Don’t Cheat: Proper Splitting and Avoiding Data Leakage
We have now arrived at the most dangerous phase of the data preparation pipeline.
You have collected, labelled, cleaned, and engineered your data. It looks perfect. You train your model, and it achieves 99% accuracy. You pop the champagne.
Then, you deploy it to the real world, and it fails miserably.
Why? Because you unknowingly cheated. You fell victim to Data Leakage.
The first rule of machine learning is that you never judge a model on the data it studied. That is like giving a student the exam questions properly before the test.

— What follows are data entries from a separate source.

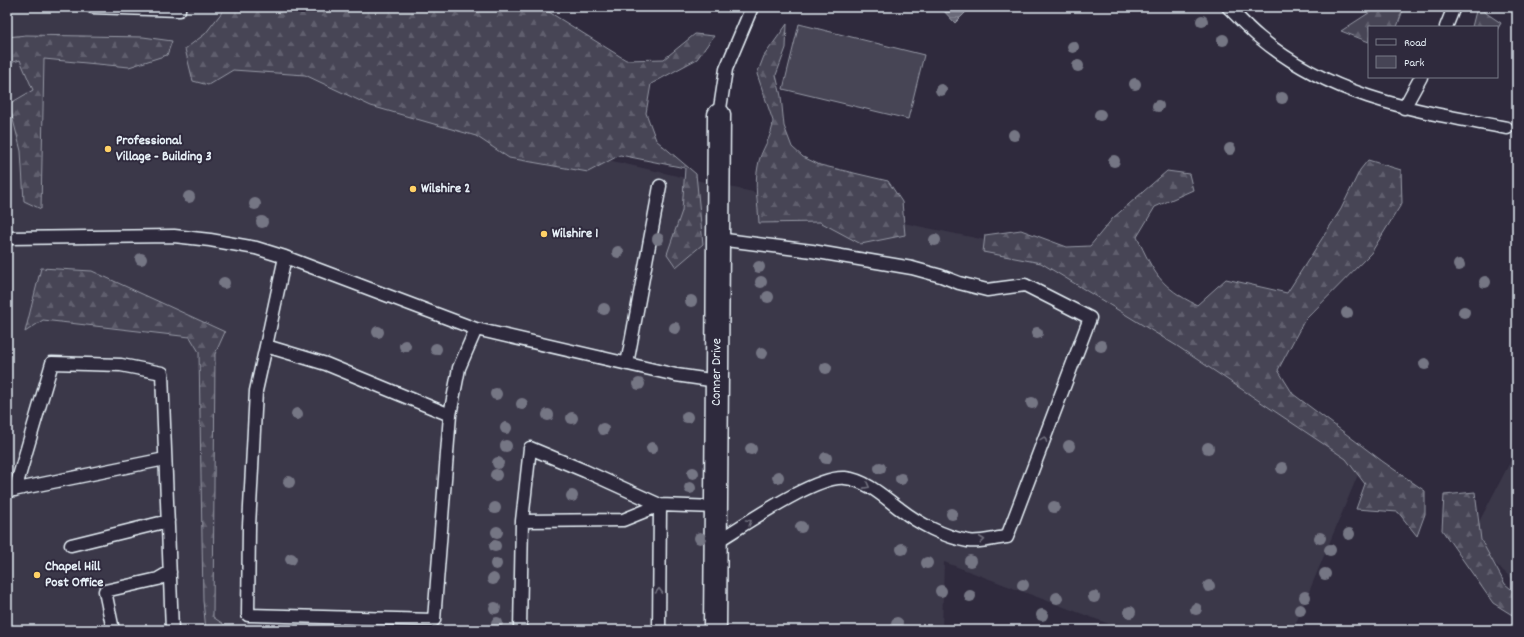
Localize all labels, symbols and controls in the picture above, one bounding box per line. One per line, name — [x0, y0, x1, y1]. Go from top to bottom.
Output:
legend — [1368, 26, 1498, 78]
text: Road — [1404, 35, 1426, 52]
text: Park — [1404, 55, 1425, 72]
place label: Professional Village - Building 3 — [116, 131, 212, 167]
marker: Professional Village - Building 3 — [103, 144, 113, 154]
place label: Wilshire 2 — [421, 179, 470, 199]
marker: Wilshire 2 — [408, 184, 418, 194]
place label: Wilshire 1 — [552, 224, 598, 244]
marker: Wilshire 1 — [539, 229, 549, 239]
street label: Conner Drive — [707, 338, 727, 406]
one-way arrow — [1039, 436, 1047, 443]
one-way arrow — [863, 482, 870, 489]
one-way arrow — [745, 520, 752, 527]
one-way arrow — [979, 536, 985, 545]
place label: Chapel Hill Post Office — [45, 557, 103, 593]
marker: Chapel Hill Post Office — [32, 570, 42, 580]
one-way arrow — [655, 588, 663, 594]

To prevent this, we split our data into three distinct sets:
-
Training Set (The Textbook): The model sees this data and learns from it. This is usually 70–80% of your data.
-
Validation Set (The Mock Exam): Used during training to tune settings (hyperparameters). The model doesn’t learn directly from this, but we use it to guide our decisions.
-
Test Set (The Final Exam): This data is locked away in a vault. The model never sees it until the very end. It is the only true measure of how your model will perform in the real world.

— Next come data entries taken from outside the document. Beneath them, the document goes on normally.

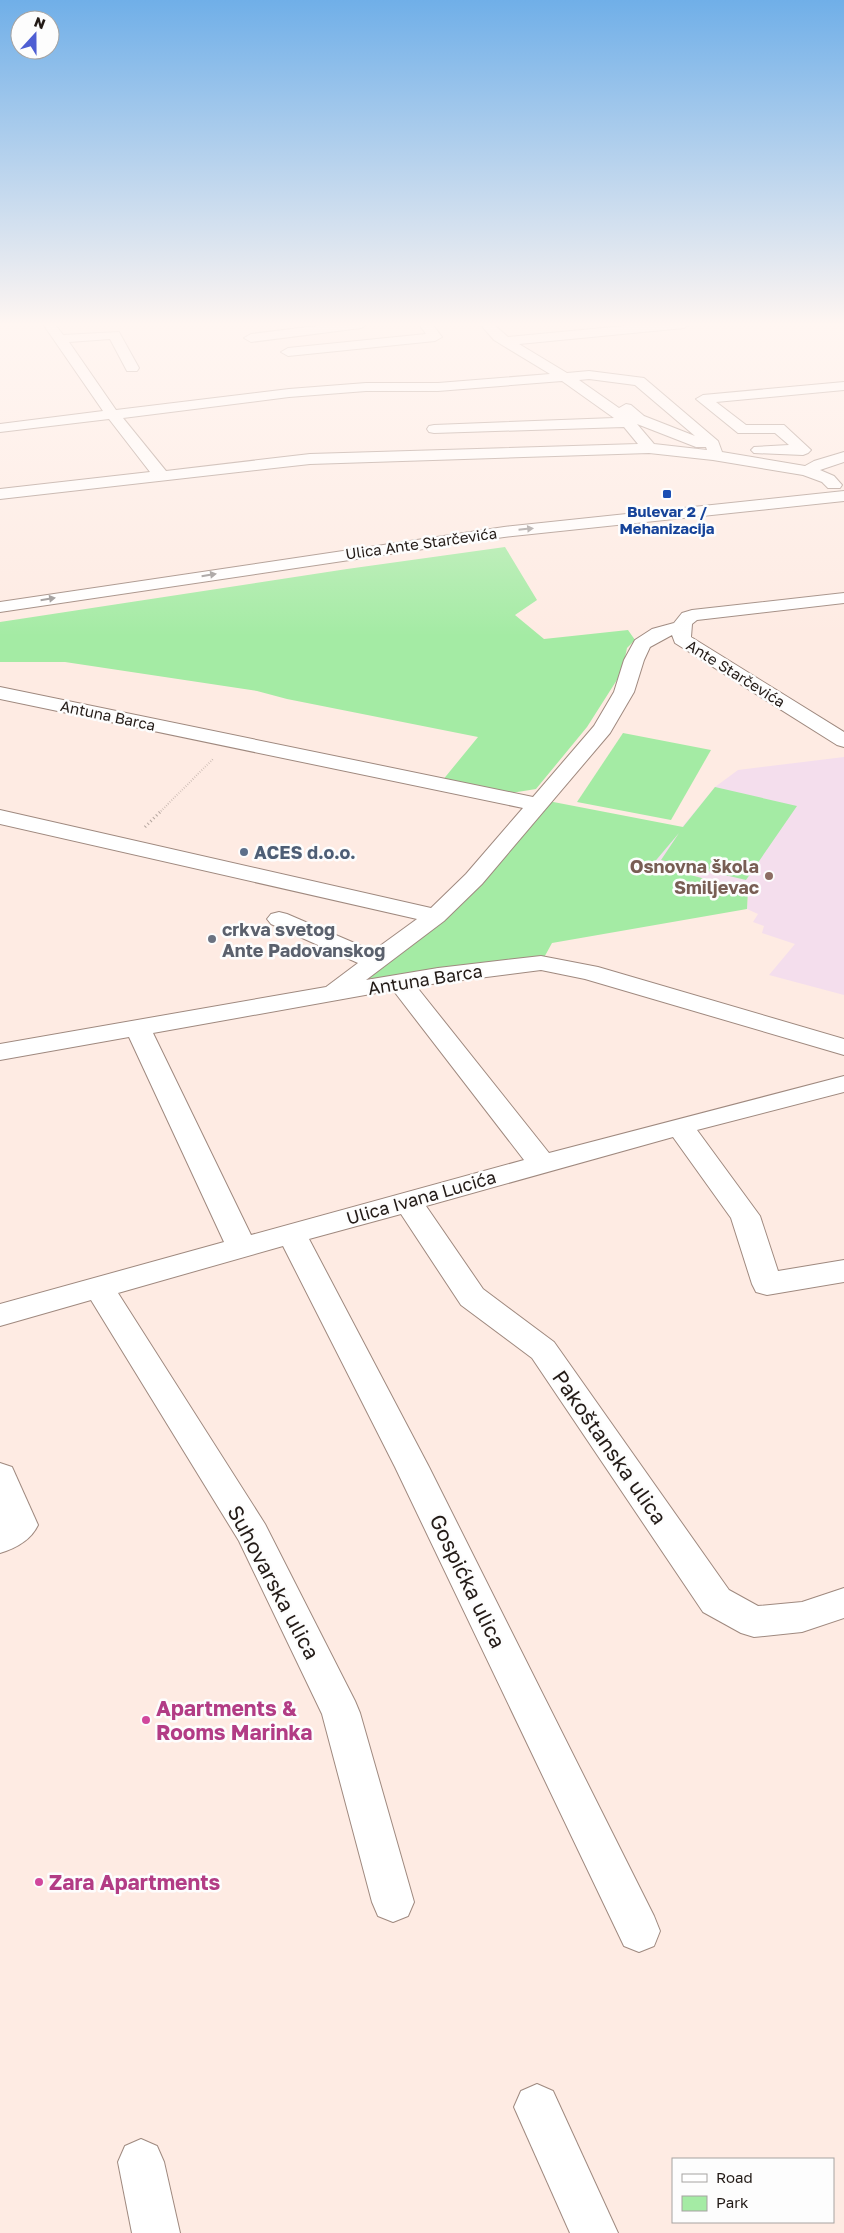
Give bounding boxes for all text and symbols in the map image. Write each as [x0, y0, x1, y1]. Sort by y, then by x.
north arrow [10, 10, 60, 60]
text: N [32, 13, 48, 32]
marker: Bulevar 2 / Mehanizacija [661, 488, 673, 500]
place label: Bulevar 2 / Mehanizacija [619, 502, 715, 537]
street label: Ulica Ante Starčevića [344, 523, 498, 563]
one-way arrow [518, 525, 534, 533]
one-way arrow [201, 570, 217, 578]
one-way arrow [41, 595, 57, 603]
street label: Ante Starčevića [683, 636, 789, 710]
street label: Antuna Barca [59, 696, 157, 734]
place label: ACES d.o.o. [254, 841, 356, 863]
marker: ACES d.o.o. [238, 846, 250, 858]
place label: Osnovna škola Smiljevac [630, 855, 759, 898]
marker: Osnovna škola Smiljevac [763, 870, 775, 882]
place label: crkva svetog Ante Padovanskog [222, 918, 385, 961]
marker: crkva svetog Ante Padovanskog [206, 933, 218, 945]
street label: Antuna Barca [366, 959, 484, 999]
street label: Ulica Ivana Lucića [344, 1165, 498, 1229]
street label: Pakoštanska ulica [547, 1365, 673, 1529]
street label: Suhovarska ulica [222, 1501, 326, 1663]
street label: Gospićka ulica [424, 1510, 512, 1652]
place label: Apartments & Rooms Marinka [156, 1695, 313, 1745]
marker: Apartments & Rooms Marinka [140, 1714, 152, 1726]
place label: Zara Apartments [49, 1869, 221, 1895]
marker: Zara Apartments [33, 1876, 45, 1888]
legend [672, 2158, 834, 2223]
text: Road [716, 2168, 753, 2186]
text: Park [716, 2193, 749, 2211]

Understanding Data Leakage
Data Leakage occurs when information from outside the training dataset is used to create the model. It essentially means your model has access to the future.
Example 1: The “Future” Feature
Imagine you are predicting whether a customer will cancel their subscription (churn). Your dataset includes a column called “Cancellation Date.”
If you leave this column in your training data, the model will instantly learn: “If there is a date here, the customer churned.” It gets 100% accuracy. But in the real world, active customers do not have a cancellation date yet. The model is useless because it relied on information it won’t have at the moment of prediction.
Example 2: Improper Splitting in Time Series
If you are predicting stock prices, you cannot simply shuffle the data randomly.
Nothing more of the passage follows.